WHAT THE TASK ASKS: Look over the entries that follow and work out how many lines contain "none". State the number only.

RECORDS FOR PROCESSING:
◇ ◇ ◇

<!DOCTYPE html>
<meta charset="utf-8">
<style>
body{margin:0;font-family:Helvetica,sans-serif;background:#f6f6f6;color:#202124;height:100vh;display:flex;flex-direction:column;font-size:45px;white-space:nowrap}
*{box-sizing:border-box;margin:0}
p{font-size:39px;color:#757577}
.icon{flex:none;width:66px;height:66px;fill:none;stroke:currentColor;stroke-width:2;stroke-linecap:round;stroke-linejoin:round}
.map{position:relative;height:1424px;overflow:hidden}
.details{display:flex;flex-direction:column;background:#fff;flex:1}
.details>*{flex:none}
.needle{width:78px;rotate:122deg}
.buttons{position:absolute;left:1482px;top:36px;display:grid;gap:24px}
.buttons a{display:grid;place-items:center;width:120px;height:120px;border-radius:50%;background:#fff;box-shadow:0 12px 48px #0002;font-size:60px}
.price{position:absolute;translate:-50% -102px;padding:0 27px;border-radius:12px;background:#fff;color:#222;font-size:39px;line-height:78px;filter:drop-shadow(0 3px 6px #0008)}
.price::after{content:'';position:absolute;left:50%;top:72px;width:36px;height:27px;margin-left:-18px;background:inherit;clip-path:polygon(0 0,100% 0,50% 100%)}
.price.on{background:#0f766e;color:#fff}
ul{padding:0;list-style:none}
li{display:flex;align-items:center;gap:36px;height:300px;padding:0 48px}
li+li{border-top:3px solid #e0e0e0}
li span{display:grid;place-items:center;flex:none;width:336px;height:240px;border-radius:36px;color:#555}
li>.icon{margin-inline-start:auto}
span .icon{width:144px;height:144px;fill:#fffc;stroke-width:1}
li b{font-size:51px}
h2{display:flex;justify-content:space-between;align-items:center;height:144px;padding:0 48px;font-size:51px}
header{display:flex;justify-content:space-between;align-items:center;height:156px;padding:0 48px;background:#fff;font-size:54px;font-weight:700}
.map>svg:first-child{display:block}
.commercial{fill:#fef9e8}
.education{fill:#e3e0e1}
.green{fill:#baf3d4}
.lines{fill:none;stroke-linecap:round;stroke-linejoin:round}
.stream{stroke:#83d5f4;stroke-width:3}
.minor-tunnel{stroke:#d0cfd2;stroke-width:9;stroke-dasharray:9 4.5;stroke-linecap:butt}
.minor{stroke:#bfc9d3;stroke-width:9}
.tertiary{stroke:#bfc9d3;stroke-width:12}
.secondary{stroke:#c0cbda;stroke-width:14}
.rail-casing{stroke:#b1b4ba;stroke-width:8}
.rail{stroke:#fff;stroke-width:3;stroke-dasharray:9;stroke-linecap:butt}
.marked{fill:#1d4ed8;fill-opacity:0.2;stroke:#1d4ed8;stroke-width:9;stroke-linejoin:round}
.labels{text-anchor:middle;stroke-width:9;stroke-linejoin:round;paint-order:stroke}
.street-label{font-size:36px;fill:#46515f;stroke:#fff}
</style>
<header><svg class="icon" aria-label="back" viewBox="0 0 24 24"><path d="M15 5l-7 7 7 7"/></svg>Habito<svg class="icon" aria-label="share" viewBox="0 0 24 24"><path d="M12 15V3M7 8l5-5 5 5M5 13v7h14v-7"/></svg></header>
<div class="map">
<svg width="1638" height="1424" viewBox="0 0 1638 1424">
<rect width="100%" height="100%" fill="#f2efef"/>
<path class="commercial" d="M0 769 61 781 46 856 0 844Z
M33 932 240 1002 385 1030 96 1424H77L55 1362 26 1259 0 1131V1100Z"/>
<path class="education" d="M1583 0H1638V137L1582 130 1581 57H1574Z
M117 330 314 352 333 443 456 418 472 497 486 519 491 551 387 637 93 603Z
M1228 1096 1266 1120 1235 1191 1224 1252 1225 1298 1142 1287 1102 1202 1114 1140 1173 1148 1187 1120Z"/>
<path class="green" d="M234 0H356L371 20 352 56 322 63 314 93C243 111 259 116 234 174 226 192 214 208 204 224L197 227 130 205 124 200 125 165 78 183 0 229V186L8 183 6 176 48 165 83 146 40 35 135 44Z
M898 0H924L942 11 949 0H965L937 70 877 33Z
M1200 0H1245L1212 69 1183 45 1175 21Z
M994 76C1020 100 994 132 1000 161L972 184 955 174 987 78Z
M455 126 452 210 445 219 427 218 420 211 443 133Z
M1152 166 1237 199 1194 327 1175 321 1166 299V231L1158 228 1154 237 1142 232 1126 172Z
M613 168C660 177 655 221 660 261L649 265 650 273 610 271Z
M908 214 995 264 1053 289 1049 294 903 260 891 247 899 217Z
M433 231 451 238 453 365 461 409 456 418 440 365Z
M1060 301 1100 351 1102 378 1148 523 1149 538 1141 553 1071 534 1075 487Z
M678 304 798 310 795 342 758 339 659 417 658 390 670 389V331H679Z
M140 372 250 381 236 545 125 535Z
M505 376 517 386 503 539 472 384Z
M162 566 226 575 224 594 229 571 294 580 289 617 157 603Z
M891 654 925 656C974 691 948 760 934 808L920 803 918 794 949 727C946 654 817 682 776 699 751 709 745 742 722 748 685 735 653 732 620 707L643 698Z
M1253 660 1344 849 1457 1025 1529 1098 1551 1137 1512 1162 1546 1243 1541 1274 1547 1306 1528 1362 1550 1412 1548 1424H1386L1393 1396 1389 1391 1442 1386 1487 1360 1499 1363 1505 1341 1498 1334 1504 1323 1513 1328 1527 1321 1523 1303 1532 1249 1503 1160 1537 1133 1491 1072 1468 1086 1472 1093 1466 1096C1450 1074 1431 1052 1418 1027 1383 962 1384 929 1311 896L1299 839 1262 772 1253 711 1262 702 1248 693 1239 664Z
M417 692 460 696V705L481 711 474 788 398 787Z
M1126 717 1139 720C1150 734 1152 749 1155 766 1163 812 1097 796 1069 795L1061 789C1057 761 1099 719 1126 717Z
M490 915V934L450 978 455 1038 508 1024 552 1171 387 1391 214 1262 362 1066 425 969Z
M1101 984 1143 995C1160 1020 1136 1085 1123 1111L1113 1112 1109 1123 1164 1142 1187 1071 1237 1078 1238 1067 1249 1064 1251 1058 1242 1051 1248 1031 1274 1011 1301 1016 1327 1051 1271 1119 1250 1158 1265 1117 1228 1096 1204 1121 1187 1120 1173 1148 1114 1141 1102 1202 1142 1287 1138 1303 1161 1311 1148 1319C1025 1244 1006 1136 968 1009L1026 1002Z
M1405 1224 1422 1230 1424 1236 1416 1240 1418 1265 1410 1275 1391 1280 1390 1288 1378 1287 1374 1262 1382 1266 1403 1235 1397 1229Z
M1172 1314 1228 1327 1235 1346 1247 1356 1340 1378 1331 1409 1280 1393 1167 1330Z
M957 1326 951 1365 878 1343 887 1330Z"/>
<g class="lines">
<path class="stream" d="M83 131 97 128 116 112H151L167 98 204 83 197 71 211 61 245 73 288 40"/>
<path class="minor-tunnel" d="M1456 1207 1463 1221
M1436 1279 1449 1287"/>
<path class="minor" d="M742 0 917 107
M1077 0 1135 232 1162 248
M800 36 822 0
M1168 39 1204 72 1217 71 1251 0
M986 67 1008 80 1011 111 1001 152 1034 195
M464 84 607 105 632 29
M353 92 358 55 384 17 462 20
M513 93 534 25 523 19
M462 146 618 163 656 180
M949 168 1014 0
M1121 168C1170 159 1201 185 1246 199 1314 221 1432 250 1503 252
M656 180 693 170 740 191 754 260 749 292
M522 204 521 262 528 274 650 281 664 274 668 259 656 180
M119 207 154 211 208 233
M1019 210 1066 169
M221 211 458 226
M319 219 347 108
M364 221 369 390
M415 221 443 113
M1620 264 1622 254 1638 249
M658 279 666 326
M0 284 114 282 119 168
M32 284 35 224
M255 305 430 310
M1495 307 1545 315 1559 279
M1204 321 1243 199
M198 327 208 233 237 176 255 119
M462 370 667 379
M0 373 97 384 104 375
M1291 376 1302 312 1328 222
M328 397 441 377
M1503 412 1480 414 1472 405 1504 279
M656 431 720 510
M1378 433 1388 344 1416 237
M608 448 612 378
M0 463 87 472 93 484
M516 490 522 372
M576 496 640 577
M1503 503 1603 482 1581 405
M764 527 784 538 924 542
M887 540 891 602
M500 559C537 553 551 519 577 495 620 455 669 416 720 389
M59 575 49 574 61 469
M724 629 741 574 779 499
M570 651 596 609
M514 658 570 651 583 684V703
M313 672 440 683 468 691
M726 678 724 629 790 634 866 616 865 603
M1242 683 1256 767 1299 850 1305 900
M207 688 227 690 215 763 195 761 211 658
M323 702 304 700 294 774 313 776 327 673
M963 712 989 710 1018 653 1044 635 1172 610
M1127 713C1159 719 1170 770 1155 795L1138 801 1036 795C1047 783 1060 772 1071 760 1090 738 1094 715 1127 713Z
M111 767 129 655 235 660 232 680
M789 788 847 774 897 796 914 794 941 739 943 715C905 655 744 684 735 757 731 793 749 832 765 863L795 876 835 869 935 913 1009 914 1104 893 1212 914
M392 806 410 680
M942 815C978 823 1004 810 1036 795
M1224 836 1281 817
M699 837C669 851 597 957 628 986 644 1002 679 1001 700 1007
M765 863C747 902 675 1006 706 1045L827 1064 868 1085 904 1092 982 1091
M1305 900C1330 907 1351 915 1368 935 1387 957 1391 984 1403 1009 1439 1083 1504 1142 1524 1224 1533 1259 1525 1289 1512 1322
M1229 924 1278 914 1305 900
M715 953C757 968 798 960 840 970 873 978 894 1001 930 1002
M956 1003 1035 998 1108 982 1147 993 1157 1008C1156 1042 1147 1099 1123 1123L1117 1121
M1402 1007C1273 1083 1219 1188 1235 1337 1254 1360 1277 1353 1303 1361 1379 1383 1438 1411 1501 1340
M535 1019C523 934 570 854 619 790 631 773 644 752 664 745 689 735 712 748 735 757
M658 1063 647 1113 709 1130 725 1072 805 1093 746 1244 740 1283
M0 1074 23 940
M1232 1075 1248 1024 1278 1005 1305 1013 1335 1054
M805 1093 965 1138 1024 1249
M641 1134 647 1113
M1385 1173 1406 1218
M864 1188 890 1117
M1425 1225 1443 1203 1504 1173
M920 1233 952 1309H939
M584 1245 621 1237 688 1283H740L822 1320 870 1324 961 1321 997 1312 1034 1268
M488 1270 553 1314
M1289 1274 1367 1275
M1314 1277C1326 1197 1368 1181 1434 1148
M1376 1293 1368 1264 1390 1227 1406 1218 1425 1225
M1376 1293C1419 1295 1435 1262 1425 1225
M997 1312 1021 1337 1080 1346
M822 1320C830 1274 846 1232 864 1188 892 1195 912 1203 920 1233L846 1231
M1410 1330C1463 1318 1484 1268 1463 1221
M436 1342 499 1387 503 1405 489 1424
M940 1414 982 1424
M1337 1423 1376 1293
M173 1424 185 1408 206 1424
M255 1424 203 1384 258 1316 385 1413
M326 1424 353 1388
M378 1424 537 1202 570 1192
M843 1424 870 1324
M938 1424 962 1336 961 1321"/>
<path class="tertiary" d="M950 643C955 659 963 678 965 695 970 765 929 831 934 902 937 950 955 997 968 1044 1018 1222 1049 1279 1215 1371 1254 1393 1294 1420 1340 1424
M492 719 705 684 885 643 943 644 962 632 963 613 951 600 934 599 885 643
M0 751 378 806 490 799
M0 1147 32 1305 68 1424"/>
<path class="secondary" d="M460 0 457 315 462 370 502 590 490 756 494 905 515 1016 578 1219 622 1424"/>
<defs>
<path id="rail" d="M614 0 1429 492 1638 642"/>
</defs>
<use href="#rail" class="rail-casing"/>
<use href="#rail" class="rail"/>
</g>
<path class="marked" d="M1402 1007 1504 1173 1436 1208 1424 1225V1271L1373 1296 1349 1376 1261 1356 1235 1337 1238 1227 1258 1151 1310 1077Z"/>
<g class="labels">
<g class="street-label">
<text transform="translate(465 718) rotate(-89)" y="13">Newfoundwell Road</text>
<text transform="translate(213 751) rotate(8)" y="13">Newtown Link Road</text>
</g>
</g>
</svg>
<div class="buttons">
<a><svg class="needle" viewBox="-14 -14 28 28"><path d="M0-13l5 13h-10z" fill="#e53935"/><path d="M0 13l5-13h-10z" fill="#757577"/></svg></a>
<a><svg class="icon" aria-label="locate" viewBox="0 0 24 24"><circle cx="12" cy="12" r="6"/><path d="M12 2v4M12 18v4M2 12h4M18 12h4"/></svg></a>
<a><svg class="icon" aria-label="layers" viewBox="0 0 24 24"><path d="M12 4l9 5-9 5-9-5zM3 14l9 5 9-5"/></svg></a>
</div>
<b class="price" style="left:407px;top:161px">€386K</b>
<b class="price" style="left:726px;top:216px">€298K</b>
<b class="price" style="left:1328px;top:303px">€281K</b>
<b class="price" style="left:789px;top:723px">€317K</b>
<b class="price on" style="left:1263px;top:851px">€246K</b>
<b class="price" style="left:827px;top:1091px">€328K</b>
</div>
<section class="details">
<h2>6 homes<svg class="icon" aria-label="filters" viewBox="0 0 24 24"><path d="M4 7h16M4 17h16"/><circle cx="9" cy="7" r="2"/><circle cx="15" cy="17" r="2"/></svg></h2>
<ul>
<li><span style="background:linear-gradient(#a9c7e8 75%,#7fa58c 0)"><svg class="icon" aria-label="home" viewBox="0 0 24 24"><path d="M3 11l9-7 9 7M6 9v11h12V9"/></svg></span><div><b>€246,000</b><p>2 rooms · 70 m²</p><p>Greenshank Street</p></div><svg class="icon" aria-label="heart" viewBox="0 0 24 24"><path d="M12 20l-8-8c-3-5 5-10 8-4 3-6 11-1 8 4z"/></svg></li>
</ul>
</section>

◇ ◇ ◇

FINISHED EXERCISE: 5